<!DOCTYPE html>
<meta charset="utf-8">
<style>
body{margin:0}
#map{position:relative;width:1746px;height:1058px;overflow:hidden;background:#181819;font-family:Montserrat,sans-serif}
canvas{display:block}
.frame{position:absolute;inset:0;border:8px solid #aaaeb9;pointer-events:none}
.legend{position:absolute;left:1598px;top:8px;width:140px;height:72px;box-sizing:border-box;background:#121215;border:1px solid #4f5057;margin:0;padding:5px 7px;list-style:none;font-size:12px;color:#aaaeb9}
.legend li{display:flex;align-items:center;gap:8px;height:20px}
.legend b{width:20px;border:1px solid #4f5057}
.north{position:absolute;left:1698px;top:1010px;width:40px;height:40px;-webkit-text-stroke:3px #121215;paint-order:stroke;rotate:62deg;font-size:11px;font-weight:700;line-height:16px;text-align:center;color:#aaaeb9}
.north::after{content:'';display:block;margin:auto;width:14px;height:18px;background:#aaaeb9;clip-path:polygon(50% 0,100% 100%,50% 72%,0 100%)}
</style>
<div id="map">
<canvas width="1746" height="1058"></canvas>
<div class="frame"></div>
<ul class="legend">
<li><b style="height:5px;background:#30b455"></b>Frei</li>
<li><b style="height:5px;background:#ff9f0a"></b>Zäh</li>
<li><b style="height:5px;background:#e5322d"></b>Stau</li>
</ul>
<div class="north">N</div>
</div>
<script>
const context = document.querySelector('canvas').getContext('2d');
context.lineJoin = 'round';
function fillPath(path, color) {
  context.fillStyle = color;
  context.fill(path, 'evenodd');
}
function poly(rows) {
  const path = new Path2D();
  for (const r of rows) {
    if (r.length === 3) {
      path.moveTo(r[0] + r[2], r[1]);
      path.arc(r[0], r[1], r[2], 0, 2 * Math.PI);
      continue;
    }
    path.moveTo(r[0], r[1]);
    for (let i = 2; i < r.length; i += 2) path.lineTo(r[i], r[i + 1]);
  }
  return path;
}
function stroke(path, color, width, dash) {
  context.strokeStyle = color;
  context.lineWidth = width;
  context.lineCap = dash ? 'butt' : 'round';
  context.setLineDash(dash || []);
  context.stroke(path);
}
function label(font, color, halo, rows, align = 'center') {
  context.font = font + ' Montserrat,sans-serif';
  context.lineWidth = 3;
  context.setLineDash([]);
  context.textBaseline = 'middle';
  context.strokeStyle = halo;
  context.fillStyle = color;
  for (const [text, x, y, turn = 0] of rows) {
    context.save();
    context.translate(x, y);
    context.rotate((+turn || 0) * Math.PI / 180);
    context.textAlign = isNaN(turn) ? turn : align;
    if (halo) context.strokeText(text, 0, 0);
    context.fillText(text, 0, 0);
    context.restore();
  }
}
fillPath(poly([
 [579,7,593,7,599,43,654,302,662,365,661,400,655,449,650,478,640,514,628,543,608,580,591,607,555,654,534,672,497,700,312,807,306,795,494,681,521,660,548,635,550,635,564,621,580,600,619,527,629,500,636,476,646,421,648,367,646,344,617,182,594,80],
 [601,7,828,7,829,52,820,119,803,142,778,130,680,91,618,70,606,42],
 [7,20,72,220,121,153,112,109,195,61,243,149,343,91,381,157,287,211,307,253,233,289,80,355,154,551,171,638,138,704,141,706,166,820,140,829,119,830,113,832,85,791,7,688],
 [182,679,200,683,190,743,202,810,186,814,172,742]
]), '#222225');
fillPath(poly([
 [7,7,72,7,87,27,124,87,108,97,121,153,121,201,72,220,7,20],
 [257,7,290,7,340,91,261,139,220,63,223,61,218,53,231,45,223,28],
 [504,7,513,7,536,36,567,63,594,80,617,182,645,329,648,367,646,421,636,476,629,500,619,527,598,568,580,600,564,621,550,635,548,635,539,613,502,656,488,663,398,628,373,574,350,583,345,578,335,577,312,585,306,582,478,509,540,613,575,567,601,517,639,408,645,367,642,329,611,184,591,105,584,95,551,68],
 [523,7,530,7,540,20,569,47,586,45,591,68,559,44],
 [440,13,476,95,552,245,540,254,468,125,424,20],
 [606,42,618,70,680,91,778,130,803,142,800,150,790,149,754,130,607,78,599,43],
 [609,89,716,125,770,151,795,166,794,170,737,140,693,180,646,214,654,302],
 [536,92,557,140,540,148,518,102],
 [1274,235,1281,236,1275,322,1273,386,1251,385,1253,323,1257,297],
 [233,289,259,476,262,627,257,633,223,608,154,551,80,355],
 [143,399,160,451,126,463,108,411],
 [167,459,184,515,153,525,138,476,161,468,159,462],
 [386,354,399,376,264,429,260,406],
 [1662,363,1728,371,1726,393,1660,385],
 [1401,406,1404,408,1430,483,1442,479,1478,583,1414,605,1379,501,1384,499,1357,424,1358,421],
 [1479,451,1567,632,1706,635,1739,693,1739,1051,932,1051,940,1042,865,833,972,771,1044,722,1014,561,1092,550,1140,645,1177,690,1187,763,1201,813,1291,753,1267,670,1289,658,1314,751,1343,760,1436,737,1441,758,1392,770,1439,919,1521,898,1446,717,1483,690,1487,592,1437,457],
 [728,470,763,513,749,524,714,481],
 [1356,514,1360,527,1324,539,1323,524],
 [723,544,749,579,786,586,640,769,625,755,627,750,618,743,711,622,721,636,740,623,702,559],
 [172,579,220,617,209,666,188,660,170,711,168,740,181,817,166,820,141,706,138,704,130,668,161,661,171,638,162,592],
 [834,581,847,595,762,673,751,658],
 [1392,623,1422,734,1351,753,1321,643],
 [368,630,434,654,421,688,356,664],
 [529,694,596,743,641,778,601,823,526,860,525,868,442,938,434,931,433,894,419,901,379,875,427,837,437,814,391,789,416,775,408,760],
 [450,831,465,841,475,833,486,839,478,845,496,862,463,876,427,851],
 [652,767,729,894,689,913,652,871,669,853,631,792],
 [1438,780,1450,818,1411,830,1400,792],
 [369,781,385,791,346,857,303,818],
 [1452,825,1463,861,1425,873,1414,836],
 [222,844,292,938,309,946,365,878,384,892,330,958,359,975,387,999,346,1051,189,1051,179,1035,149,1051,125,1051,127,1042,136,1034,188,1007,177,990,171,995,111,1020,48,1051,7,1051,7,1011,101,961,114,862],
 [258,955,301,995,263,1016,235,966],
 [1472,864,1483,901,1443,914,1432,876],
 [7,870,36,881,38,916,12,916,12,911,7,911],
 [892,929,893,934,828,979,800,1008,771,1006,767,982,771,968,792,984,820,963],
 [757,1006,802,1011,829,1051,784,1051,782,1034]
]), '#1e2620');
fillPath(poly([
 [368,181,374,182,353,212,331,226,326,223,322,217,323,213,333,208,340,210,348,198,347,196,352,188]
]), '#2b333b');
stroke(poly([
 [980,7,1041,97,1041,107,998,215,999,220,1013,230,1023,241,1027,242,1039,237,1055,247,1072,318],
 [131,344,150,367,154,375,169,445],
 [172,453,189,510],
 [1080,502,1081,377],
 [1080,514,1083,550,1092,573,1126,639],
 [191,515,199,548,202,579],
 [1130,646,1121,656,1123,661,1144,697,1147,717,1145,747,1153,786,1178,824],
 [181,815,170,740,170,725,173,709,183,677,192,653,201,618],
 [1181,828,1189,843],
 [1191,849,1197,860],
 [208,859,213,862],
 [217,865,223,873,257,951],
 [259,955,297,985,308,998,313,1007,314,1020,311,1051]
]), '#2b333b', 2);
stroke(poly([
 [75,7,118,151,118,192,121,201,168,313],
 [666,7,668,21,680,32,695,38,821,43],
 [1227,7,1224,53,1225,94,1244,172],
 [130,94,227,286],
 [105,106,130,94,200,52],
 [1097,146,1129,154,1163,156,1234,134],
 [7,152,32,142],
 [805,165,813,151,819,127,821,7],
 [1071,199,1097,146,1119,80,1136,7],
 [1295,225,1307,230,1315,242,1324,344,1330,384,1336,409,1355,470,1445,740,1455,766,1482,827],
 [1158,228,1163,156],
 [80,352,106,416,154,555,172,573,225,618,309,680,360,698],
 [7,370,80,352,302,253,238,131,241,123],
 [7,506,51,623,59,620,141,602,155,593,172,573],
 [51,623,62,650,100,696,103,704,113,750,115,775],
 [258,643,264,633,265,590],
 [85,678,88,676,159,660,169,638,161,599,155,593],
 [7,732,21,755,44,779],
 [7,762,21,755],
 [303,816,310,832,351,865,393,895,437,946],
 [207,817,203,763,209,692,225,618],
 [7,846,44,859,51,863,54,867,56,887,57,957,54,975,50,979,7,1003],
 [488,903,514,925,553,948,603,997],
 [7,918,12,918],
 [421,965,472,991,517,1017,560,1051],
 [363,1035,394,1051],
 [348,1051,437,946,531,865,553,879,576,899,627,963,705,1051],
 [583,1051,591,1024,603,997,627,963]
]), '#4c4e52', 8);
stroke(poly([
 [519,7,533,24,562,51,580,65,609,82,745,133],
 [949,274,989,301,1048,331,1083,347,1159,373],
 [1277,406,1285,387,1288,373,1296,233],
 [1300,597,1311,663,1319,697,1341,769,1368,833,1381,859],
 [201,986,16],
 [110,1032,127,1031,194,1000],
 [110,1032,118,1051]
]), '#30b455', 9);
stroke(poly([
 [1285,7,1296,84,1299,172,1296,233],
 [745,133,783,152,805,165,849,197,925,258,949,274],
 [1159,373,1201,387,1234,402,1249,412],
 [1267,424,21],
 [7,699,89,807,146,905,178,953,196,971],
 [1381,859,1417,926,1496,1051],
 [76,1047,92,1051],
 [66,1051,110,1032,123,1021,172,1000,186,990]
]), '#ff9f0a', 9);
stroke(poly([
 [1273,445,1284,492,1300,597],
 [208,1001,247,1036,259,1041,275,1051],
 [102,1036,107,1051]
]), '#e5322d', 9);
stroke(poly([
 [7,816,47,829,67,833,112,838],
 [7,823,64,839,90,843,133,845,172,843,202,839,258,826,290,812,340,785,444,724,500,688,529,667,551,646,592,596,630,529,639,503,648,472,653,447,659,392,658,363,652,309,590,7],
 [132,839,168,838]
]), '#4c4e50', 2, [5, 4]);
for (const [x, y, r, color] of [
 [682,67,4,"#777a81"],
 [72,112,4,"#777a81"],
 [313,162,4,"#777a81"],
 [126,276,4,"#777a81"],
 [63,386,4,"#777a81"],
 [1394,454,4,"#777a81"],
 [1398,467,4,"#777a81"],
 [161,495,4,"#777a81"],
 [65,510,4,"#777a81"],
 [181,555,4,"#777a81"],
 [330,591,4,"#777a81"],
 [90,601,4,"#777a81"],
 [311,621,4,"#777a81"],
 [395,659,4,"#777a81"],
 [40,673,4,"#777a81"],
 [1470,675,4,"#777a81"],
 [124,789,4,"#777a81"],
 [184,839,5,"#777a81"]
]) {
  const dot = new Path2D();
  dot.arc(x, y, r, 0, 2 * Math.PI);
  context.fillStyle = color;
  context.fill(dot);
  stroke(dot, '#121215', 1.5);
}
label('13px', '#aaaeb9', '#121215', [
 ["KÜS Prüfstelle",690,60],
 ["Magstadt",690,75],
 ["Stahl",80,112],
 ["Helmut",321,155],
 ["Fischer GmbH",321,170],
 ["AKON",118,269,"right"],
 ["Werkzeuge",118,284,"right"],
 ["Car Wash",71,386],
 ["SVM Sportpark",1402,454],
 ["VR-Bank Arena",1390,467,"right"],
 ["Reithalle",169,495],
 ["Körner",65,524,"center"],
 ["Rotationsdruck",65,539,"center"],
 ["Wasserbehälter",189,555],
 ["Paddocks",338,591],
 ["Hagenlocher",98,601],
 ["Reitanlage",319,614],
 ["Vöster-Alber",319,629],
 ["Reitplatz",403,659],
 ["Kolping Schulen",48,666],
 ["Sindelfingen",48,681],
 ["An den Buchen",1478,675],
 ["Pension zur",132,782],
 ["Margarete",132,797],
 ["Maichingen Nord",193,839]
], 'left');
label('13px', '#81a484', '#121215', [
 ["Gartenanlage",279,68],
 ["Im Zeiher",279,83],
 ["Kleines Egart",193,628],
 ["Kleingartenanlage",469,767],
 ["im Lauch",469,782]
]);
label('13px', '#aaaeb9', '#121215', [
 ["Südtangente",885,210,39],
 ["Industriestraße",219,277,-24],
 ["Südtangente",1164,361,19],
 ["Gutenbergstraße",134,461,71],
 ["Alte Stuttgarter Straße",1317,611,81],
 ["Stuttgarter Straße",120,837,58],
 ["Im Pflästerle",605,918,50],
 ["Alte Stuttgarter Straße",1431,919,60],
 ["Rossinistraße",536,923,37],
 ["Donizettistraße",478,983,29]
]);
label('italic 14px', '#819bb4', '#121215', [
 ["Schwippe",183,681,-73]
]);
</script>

[TASK GOAL]: Gather from the records above every line containing the string "Math".

[FINISHED TASK]:
      path.arc(r[0], r[1], r[2], 0, 2 * Math.PI);
    context.rotate((+turn || 0) * Math.PI / 180);
  dot.arc(x, y, r, 0, 2 * Math.PI);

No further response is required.